Is feeling like the biggest idiot tonight. I had an interview for a position that I desperately want today. In my last interview, my CGM kept going off b/c I had just finished breakfast and my blood sugar decided that would be the day to spike. I turned off the machine b/c I had just finished lunch (12:30 interview - made sure I had the same lunch that I had eaten for the last 3 days so I knew exactly what it would do to my numbers). I started the interview with a blood sugar of 120. Left the interview not feeling quite right... tested 90 when I got to the car... where I picked up the phone to call my mother & tell her how it went. She told me that I was slurring my words and I should make sure I blood tested - to which I replied that I had just done so and was 90. She told me to reblood test. (Everyone reading this knows where this is going...) I rebloodtested... 37!!! Seriously, huh?!? I chomped down on some glucose tabs... waited til I was up over 100... drove to the nearest fast-food place where I proceeded to down a hamburger, fries, & a birch beer! Made it back to work in one piece (where I talked to the director of HR as what to do) and proceeded to empty boxes & run up and down stairs for the rest of the afternoon with numbers in the lower 100s. Drat all of that planning! Anyway, the principal & assistant principal were awesome. They are re-interviewing me Monday afternoon.

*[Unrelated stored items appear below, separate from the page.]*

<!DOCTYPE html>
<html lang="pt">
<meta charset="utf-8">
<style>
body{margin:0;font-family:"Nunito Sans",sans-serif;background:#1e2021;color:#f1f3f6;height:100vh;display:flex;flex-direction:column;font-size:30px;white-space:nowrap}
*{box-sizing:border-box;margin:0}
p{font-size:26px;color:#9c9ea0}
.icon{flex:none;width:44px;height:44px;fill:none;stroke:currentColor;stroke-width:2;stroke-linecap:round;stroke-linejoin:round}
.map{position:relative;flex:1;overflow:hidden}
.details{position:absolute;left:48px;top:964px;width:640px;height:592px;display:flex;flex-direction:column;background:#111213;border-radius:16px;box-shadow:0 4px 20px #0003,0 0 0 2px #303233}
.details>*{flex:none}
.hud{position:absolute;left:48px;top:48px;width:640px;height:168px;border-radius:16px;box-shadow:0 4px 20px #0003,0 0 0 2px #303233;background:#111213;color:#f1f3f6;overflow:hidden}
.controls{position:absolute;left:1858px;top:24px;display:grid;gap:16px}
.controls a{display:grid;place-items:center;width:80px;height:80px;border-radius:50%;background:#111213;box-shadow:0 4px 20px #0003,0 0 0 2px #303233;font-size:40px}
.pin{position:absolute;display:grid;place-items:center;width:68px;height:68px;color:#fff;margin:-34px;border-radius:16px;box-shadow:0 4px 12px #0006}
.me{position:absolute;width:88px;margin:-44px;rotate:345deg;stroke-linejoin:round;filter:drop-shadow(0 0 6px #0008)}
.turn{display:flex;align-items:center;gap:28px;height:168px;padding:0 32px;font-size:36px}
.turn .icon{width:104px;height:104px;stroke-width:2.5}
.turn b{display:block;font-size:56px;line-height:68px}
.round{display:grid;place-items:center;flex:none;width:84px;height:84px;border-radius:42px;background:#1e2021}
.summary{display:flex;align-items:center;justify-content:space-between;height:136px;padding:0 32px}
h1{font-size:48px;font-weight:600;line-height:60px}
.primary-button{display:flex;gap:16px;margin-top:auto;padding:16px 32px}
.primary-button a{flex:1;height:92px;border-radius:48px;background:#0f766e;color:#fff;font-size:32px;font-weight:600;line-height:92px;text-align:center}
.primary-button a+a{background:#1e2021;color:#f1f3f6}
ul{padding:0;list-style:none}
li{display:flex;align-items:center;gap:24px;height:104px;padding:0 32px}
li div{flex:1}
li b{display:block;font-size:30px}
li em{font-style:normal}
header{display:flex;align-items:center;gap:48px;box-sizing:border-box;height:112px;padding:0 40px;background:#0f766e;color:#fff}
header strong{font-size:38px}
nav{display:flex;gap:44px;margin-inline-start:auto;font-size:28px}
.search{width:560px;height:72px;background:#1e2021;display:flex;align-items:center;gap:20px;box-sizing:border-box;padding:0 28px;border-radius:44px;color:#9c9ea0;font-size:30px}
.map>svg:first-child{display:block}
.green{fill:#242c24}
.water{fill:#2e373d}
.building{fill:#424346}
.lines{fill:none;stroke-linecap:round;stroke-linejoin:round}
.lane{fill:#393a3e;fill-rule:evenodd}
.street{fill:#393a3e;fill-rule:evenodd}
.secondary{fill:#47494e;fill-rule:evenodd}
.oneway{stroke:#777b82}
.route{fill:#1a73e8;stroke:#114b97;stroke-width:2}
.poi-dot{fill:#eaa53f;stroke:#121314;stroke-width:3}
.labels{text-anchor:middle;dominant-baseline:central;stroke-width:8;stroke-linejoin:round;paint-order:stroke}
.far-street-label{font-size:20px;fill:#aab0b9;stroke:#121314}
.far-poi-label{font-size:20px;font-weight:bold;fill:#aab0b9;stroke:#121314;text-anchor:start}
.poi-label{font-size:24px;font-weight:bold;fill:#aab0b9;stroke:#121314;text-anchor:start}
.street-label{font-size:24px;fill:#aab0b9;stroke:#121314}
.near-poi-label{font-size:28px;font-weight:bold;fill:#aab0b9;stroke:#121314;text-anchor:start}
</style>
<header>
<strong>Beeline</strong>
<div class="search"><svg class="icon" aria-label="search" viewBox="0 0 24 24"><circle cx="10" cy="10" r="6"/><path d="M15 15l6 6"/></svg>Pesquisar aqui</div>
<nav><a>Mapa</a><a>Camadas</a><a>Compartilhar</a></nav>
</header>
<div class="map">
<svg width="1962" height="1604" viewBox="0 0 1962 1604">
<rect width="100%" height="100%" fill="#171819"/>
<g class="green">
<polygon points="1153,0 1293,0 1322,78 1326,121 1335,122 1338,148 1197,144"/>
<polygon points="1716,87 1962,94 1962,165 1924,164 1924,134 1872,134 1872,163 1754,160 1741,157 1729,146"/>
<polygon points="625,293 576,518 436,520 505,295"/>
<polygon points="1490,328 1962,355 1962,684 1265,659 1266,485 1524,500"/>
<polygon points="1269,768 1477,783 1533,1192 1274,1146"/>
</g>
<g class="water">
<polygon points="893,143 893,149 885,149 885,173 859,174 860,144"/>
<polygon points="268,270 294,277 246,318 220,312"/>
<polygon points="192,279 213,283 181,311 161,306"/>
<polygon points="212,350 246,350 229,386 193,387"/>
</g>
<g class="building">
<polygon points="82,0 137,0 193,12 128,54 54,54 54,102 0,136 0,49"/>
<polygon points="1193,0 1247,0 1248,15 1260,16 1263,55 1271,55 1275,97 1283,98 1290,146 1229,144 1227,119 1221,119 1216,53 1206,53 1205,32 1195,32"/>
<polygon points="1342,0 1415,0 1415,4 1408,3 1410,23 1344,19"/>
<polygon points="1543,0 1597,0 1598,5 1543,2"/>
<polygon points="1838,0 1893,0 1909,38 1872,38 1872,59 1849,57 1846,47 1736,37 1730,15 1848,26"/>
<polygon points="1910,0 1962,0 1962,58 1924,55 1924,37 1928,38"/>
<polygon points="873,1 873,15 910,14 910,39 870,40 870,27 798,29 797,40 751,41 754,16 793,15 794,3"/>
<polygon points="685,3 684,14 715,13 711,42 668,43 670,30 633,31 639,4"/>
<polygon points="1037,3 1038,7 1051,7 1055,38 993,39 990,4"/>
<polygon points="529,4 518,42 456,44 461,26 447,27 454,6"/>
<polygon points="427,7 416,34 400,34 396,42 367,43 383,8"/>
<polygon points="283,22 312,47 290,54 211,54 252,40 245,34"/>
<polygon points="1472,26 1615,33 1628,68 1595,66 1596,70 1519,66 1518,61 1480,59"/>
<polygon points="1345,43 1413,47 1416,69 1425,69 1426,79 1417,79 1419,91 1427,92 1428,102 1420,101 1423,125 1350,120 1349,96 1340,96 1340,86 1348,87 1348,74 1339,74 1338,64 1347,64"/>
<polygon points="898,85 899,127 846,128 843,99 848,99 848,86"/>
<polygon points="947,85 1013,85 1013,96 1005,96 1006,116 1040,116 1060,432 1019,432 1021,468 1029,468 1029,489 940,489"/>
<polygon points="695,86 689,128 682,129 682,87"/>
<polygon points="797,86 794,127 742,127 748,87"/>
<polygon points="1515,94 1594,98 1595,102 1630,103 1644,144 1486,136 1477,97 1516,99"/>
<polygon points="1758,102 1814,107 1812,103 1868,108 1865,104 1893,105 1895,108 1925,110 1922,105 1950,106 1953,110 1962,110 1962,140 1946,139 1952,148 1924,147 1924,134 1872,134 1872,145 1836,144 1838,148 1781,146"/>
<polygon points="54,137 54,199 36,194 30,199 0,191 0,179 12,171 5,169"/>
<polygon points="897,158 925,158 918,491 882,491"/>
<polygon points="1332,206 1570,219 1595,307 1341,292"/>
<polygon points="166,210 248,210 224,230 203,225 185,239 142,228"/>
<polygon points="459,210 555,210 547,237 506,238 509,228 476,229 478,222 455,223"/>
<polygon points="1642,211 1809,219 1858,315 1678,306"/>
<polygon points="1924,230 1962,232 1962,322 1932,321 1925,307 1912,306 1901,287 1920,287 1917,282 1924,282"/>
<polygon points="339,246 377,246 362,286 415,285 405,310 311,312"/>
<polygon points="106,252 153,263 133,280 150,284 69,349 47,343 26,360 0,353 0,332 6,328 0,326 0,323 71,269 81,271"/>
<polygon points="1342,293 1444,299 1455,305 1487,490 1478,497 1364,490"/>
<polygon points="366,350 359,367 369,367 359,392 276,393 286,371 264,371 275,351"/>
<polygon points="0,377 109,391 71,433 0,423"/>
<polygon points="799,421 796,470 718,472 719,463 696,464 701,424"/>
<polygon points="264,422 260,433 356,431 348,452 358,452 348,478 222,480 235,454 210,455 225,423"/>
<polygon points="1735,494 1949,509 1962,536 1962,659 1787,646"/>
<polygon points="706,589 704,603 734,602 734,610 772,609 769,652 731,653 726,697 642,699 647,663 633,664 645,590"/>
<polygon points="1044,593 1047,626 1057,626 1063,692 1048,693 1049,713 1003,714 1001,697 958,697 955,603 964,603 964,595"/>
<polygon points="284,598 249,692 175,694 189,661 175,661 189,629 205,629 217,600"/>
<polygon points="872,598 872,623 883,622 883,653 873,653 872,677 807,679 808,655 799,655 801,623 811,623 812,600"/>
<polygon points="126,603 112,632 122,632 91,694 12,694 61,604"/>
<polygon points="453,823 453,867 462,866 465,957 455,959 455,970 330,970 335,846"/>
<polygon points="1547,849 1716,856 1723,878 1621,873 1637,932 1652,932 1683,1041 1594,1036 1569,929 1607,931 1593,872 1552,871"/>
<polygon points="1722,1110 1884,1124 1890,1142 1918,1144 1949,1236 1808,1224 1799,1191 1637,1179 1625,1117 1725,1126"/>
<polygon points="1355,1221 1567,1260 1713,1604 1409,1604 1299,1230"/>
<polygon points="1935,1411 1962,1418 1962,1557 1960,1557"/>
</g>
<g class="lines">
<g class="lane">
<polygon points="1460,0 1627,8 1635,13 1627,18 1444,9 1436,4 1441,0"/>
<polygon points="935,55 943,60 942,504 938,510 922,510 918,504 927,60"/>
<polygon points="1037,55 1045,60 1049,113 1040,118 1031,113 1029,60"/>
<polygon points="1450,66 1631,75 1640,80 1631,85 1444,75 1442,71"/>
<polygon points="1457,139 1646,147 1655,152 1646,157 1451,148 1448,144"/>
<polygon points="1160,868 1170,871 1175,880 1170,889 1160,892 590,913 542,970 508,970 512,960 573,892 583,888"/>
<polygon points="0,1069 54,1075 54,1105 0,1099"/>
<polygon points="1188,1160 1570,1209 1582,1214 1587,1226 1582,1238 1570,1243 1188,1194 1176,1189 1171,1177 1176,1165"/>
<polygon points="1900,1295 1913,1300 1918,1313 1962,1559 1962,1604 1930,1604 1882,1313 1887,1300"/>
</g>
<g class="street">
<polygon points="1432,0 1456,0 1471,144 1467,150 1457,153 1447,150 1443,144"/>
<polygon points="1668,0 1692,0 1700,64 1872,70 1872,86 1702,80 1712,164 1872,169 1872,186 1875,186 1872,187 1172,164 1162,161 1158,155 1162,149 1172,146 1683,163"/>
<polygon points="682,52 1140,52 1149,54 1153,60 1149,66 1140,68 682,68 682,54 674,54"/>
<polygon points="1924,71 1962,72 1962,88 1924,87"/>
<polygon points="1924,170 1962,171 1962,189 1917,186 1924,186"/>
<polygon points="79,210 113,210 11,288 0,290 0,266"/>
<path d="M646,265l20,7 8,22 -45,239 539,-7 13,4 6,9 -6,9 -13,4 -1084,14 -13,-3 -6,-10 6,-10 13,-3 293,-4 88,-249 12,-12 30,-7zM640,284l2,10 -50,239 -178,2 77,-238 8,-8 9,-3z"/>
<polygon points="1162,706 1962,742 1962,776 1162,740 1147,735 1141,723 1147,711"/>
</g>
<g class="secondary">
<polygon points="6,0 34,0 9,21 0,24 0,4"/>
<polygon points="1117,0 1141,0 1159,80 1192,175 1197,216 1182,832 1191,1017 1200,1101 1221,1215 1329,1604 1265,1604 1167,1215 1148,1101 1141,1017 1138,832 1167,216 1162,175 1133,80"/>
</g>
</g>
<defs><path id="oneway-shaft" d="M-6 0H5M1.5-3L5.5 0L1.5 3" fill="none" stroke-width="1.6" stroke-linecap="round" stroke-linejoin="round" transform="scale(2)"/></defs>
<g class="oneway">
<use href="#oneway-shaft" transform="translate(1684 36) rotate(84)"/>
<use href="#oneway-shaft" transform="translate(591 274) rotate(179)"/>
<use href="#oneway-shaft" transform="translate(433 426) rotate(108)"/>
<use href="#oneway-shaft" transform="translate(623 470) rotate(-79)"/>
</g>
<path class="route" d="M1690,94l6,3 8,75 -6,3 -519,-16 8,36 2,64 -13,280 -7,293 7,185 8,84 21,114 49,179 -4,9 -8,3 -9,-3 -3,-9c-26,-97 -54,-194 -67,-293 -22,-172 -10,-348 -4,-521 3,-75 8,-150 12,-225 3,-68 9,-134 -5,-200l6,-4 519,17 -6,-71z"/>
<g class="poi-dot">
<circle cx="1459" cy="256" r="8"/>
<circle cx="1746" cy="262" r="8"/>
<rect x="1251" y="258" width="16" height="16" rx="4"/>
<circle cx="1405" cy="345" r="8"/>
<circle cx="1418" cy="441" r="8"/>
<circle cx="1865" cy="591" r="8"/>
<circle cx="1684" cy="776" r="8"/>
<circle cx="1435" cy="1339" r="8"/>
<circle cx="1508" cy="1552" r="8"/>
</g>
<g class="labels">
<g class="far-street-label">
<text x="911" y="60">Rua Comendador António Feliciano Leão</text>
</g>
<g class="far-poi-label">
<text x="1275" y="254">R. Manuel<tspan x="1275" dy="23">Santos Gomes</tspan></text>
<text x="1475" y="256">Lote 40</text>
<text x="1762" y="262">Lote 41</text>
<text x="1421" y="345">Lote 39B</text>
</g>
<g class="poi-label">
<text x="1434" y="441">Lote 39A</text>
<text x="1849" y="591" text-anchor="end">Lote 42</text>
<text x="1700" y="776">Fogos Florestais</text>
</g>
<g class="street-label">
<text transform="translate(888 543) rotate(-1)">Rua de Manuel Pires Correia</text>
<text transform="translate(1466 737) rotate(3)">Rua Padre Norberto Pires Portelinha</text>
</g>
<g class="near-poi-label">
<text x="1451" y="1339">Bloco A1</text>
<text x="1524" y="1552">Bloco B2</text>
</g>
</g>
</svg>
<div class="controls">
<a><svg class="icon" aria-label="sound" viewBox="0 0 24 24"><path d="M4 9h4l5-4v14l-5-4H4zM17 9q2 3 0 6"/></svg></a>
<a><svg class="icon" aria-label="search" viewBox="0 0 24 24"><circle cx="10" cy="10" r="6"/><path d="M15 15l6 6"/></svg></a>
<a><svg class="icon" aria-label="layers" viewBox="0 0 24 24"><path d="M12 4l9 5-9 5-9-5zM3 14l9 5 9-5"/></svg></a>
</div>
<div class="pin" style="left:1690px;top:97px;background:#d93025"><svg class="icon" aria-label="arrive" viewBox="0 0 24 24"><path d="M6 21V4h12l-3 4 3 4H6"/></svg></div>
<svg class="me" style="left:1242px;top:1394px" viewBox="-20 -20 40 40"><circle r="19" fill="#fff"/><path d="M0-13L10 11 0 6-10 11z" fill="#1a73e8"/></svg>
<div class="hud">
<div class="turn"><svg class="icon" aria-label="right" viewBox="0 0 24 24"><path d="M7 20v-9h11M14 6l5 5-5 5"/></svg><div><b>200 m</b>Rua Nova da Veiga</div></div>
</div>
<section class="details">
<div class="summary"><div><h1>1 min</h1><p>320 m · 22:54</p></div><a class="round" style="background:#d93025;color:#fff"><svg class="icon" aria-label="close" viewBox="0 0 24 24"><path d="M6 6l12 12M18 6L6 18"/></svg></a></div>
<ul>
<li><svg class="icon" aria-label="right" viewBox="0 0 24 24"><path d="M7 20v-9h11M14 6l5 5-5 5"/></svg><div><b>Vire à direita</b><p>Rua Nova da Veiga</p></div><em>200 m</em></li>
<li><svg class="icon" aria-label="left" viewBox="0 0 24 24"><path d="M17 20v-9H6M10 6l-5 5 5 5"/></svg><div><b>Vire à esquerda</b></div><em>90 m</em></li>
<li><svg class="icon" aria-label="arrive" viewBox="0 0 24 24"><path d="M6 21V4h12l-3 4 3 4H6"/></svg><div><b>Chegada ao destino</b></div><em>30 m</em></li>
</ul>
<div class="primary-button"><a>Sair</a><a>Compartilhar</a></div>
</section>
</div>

Don't you just love the accuracy on the blood sugar meters? I once woke up with a meter reading of 62. I freaked out, because I felt absolutely fine. Re-tested, 81, then 82, then 83. I wanted four test strips because of the stupid first reading! But that 37? Waaay scary! It's a good thing you spoke with your mother before driving!

Dexcom,Bs meter, Medtronic pump,& all the other things needed for the daily run-around. It just seem like alot to have to worry about, I know/ understand why the Dexcom is an important device but not sure if i'm ready to be attached to another device.... my endo think's i'm a good canidate for the dexcom system. Just not sure if i should maybe look into the revel CGM or just have two extra things or just on with me at all times ????

Kerri I was wondering what pump u have and what CGM device you use, along with any thoughts, pros & cons???